[[ SUPPLIED DATA open ]]

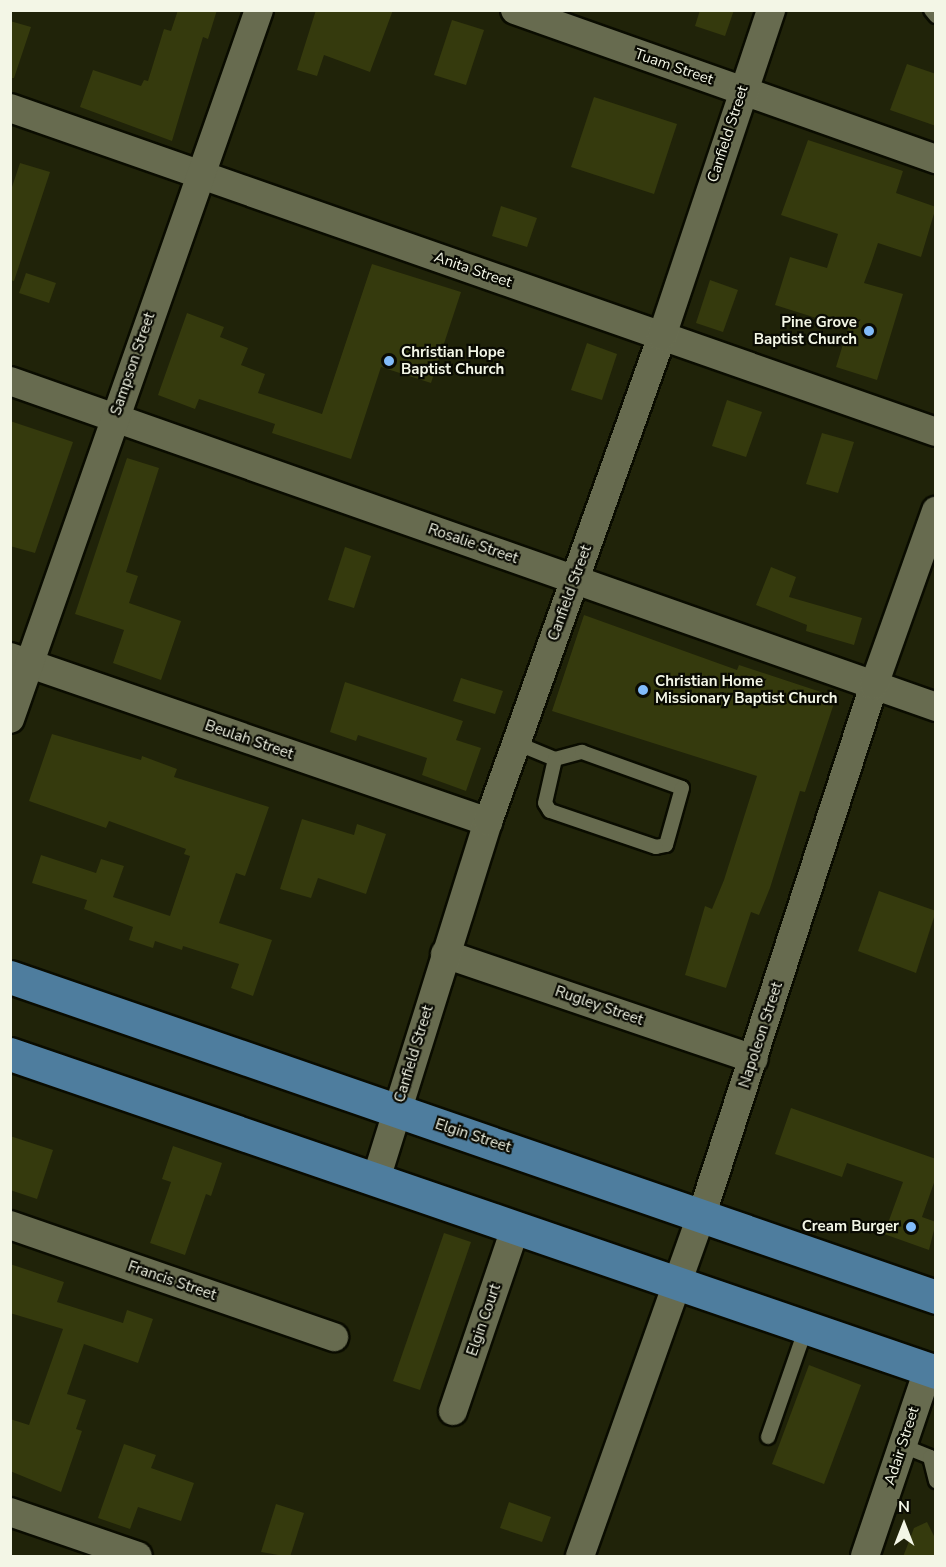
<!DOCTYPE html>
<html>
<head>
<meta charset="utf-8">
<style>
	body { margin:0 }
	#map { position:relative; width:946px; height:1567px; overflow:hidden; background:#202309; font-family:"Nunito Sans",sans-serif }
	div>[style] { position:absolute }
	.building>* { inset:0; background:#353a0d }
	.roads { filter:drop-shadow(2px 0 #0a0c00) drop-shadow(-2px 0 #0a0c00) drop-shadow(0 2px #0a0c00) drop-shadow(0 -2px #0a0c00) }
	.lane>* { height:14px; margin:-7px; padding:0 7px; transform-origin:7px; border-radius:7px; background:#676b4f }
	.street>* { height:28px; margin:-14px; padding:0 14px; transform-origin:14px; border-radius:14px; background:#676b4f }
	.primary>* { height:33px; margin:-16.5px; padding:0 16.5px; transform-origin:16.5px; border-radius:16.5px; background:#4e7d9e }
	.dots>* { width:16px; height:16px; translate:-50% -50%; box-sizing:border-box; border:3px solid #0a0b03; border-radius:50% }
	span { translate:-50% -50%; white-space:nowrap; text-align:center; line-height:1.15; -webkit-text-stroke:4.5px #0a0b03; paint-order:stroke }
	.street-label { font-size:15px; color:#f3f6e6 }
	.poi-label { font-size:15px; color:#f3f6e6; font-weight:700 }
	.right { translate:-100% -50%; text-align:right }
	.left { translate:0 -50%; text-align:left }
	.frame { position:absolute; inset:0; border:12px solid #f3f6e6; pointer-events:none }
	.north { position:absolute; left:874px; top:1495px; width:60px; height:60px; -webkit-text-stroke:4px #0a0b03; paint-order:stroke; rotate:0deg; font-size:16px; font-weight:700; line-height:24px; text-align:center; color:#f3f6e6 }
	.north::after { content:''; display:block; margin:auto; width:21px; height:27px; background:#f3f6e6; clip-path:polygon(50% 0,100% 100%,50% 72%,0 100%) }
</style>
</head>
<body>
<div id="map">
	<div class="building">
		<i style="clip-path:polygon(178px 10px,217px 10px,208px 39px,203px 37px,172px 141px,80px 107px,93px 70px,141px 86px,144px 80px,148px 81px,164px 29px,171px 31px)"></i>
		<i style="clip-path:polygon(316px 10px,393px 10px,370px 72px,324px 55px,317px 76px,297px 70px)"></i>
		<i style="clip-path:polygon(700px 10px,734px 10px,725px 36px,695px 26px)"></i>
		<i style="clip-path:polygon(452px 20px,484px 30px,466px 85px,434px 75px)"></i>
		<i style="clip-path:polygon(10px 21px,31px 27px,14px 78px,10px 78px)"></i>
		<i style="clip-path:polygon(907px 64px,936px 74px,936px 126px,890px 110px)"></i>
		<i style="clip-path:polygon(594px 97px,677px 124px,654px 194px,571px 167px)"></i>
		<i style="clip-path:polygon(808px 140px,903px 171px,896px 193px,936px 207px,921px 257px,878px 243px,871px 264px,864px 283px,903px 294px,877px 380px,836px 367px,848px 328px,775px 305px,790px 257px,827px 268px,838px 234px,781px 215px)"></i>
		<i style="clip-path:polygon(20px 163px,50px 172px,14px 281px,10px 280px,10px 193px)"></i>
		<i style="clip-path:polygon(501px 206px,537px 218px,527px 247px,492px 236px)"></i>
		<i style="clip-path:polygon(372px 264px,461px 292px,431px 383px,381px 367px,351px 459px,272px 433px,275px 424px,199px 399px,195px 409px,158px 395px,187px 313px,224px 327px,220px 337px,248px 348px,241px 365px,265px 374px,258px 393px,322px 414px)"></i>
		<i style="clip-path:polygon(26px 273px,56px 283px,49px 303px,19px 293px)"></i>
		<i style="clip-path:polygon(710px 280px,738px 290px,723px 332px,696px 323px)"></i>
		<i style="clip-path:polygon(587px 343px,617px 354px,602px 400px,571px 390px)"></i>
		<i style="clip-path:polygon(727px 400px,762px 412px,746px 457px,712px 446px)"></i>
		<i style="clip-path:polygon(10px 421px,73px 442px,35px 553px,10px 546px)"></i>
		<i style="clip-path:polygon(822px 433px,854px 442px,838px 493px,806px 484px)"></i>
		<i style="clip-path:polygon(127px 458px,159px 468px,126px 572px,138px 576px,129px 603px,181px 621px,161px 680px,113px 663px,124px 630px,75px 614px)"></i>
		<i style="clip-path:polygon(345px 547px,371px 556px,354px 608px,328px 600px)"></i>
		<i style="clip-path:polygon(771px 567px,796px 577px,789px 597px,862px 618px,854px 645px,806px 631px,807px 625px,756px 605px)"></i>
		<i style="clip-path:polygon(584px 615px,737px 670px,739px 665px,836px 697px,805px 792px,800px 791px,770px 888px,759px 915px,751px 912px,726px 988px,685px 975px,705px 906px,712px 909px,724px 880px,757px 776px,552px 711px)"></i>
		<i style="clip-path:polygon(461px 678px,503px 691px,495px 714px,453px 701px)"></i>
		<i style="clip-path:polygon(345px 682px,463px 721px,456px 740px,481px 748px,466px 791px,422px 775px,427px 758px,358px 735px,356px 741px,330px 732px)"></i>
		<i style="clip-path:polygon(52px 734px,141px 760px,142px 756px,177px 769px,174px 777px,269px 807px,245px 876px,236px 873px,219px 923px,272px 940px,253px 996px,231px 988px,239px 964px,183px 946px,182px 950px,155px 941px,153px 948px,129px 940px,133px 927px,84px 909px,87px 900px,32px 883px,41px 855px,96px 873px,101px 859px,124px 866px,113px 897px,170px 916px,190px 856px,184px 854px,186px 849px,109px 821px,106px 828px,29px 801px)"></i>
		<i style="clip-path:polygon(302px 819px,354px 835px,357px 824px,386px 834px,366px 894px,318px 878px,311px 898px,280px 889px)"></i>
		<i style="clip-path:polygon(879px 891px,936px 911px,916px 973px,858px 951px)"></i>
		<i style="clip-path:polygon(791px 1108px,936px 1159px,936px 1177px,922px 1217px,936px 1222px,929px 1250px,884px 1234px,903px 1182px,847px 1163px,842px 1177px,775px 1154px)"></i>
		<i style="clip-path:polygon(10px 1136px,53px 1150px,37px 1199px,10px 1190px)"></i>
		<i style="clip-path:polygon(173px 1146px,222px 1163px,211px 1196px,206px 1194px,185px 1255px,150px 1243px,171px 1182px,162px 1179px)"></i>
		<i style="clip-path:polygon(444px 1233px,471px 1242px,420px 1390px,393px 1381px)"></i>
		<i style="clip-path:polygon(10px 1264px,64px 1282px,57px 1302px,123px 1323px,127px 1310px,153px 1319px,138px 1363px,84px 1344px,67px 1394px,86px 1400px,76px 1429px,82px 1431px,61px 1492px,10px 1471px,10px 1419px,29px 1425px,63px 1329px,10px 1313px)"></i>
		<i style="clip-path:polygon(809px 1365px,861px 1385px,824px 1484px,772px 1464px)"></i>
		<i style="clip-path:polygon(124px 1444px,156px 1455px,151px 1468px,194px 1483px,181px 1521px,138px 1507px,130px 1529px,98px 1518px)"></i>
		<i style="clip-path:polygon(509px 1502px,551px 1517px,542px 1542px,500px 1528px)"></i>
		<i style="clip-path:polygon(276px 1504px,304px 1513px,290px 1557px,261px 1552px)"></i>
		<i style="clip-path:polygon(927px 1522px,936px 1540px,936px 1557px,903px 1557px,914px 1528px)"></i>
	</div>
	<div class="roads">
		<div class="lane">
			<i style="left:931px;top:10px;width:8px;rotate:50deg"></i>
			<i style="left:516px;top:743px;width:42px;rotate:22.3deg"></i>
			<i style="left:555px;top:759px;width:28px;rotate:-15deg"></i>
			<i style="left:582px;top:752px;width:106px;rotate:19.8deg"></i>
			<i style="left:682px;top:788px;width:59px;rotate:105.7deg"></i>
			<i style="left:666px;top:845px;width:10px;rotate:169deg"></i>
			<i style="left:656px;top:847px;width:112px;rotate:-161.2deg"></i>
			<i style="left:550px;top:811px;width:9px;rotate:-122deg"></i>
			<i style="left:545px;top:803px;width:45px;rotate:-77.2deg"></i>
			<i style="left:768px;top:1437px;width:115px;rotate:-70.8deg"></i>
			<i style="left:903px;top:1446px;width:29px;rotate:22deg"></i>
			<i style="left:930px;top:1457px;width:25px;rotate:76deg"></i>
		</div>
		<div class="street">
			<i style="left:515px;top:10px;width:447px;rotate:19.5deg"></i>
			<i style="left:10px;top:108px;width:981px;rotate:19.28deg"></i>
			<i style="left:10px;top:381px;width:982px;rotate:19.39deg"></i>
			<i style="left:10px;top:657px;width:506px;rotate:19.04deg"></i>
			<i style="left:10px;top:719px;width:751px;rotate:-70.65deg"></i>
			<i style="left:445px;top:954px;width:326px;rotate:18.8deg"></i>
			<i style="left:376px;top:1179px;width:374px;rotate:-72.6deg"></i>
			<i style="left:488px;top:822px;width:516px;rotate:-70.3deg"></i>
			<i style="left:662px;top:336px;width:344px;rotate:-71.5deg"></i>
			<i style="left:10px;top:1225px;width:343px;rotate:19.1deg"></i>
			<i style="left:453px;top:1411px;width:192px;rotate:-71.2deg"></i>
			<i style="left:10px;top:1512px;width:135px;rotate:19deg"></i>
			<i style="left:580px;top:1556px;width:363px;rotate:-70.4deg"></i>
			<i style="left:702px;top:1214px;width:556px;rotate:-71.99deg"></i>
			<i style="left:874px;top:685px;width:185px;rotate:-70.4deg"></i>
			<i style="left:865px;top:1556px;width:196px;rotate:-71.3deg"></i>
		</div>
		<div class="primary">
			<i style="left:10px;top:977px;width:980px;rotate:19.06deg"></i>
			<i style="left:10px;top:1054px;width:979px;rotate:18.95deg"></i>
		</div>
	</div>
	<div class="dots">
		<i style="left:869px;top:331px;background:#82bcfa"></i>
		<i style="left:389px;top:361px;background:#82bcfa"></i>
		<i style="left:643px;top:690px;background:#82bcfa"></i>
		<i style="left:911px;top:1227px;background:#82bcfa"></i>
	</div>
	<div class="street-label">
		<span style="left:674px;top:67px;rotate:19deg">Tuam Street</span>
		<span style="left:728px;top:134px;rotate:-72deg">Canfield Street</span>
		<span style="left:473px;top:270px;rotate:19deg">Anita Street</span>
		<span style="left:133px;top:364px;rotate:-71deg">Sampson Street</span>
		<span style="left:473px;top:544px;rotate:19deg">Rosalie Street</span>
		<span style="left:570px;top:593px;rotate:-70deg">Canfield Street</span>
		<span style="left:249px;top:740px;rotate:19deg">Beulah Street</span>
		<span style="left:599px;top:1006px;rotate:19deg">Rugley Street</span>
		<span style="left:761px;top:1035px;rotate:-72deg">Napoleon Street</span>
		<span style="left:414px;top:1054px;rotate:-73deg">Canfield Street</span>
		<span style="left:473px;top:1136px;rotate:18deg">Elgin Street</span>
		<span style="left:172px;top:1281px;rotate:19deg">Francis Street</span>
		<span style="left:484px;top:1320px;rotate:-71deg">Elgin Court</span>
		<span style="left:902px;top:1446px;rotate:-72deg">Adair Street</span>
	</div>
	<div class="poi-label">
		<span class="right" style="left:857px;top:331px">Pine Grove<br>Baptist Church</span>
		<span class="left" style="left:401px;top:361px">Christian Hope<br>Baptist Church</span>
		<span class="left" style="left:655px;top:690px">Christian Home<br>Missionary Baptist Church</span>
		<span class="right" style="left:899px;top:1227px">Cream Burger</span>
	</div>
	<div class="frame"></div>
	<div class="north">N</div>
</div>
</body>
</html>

[[ SUPPLIED DATA closed ]]
[[ SUPPLIED DATA open ]]

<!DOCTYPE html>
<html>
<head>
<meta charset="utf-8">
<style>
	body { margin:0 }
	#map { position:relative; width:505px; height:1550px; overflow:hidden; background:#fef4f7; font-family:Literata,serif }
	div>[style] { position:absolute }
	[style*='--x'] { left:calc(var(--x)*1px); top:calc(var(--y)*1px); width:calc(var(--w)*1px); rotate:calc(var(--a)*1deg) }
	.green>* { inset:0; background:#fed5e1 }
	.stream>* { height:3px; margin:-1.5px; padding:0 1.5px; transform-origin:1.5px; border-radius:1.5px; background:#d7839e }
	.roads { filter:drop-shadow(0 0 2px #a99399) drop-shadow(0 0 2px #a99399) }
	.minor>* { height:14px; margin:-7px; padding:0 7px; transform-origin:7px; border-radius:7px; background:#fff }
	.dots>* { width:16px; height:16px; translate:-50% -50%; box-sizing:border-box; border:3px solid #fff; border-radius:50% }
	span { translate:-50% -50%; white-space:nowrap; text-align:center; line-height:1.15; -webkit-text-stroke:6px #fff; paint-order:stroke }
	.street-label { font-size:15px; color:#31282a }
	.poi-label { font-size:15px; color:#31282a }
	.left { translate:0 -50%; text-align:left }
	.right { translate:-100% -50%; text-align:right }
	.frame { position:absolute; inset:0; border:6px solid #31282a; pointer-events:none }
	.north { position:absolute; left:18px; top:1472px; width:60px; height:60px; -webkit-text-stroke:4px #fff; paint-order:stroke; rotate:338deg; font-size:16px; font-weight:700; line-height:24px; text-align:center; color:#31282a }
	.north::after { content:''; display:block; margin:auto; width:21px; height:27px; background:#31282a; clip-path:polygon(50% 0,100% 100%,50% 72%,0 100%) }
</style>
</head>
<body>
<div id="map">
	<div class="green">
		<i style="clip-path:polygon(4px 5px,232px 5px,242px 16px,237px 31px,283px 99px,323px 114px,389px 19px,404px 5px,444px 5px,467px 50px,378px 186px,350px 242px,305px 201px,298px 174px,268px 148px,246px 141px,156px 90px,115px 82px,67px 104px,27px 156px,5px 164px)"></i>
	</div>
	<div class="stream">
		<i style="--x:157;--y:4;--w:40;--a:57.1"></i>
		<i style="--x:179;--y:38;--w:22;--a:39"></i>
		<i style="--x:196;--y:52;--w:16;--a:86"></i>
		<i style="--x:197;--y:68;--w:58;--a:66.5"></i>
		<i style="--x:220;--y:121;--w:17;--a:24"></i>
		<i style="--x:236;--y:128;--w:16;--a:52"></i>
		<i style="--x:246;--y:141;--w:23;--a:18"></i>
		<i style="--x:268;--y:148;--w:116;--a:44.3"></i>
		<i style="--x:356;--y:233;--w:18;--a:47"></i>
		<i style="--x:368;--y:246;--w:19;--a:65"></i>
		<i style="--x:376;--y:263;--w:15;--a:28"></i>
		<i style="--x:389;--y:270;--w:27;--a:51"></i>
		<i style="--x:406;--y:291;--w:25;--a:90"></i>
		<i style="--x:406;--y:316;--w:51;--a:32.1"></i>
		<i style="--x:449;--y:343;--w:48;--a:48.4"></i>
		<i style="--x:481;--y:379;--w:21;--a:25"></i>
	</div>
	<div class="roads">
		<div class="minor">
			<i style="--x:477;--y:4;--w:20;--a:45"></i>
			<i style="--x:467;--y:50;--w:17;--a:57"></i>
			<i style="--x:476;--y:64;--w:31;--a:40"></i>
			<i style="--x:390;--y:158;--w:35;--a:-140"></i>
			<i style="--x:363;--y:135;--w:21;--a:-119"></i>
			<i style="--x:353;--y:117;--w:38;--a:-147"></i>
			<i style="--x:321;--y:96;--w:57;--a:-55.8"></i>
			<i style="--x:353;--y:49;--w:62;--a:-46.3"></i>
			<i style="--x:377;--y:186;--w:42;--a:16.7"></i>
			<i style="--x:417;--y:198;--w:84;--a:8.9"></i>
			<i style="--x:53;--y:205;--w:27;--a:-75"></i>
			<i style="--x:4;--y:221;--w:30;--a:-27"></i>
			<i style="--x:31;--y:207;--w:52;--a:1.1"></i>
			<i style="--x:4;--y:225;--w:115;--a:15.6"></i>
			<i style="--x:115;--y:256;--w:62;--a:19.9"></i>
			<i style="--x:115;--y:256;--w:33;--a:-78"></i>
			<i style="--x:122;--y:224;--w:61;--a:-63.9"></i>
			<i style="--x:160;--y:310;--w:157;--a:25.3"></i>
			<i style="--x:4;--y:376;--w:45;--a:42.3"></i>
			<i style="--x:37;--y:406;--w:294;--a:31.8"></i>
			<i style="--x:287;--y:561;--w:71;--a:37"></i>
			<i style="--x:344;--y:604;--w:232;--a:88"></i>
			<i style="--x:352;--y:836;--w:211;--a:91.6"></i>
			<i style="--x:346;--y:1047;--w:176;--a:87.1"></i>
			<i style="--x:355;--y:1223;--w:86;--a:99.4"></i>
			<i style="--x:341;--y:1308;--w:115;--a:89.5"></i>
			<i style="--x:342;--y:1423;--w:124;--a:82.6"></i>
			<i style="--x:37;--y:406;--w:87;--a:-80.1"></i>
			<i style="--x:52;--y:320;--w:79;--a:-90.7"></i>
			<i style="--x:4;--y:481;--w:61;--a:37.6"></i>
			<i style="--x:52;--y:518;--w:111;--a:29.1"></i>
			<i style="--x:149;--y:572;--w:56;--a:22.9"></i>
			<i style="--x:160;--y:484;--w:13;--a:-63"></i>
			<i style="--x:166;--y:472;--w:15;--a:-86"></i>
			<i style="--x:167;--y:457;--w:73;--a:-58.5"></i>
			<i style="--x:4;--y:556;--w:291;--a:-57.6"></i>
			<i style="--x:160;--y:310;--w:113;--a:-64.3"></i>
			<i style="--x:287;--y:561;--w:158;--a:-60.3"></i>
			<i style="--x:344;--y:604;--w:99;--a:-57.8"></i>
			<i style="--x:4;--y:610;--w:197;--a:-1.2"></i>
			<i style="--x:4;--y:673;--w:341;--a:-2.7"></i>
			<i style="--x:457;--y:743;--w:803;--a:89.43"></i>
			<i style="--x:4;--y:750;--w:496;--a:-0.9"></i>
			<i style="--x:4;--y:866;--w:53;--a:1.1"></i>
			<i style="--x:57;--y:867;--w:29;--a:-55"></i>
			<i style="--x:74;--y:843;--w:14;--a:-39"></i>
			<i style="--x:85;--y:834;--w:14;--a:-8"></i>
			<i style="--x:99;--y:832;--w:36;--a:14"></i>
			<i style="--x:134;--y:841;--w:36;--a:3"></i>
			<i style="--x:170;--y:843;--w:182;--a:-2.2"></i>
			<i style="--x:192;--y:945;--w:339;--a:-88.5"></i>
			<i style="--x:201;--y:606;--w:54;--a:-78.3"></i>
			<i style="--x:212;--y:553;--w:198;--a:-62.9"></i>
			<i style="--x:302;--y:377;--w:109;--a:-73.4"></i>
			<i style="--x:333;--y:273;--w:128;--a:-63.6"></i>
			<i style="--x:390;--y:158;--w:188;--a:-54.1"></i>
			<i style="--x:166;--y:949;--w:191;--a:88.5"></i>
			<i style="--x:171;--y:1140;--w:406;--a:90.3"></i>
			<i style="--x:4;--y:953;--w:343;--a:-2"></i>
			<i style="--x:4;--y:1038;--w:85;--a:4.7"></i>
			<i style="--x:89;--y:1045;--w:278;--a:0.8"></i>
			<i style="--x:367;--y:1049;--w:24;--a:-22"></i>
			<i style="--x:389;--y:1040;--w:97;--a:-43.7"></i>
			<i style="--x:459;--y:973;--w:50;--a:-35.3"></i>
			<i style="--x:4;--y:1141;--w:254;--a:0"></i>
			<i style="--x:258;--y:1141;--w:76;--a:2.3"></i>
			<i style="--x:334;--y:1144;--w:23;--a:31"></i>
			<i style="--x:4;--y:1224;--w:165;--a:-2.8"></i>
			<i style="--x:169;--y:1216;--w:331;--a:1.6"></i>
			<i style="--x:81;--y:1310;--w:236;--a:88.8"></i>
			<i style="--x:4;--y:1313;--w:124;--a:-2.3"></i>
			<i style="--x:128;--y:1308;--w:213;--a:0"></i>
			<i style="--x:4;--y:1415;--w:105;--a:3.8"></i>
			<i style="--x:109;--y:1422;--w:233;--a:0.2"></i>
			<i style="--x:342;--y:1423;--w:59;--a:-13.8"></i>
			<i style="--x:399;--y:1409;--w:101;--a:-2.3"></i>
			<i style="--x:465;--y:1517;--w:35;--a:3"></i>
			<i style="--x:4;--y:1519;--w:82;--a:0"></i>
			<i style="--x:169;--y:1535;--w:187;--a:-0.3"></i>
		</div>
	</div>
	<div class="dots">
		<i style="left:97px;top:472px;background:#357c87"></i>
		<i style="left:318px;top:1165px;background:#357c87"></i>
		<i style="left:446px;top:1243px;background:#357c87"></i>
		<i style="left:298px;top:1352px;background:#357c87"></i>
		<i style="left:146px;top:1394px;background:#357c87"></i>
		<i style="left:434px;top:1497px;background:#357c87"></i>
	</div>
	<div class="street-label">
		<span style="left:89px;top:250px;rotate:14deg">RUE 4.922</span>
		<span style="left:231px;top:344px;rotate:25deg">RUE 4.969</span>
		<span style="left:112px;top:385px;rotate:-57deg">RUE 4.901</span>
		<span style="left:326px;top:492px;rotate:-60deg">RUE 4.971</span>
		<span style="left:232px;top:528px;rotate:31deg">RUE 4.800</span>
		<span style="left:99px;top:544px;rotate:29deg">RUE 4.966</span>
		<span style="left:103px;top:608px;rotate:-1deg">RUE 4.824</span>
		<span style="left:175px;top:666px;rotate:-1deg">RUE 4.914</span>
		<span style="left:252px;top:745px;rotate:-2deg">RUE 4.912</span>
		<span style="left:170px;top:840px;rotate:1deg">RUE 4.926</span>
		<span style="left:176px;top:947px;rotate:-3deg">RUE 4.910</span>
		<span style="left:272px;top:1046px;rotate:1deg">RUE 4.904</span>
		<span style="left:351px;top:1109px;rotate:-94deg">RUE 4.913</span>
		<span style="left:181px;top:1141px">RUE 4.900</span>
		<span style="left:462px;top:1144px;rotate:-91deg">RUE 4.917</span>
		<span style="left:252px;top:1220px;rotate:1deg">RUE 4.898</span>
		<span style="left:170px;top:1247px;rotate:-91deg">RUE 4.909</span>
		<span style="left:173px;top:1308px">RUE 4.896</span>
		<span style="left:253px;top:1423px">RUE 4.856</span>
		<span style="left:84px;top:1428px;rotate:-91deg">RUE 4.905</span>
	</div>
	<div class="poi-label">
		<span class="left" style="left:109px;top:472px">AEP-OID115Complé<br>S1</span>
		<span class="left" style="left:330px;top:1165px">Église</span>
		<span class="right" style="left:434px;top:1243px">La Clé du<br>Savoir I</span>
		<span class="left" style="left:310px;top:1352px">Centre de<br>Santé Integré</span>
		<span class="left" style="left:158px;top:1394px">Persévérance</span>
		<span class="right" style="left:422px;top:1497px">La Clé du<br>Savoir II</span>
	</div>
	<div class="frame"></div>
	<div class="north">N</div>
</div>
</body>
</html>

[[ SUPPLIED DATA closed ]]

WORK TASK - How many lines of the material hold the string "stream"? Answer with the number only.

ANSWER BELOW - 2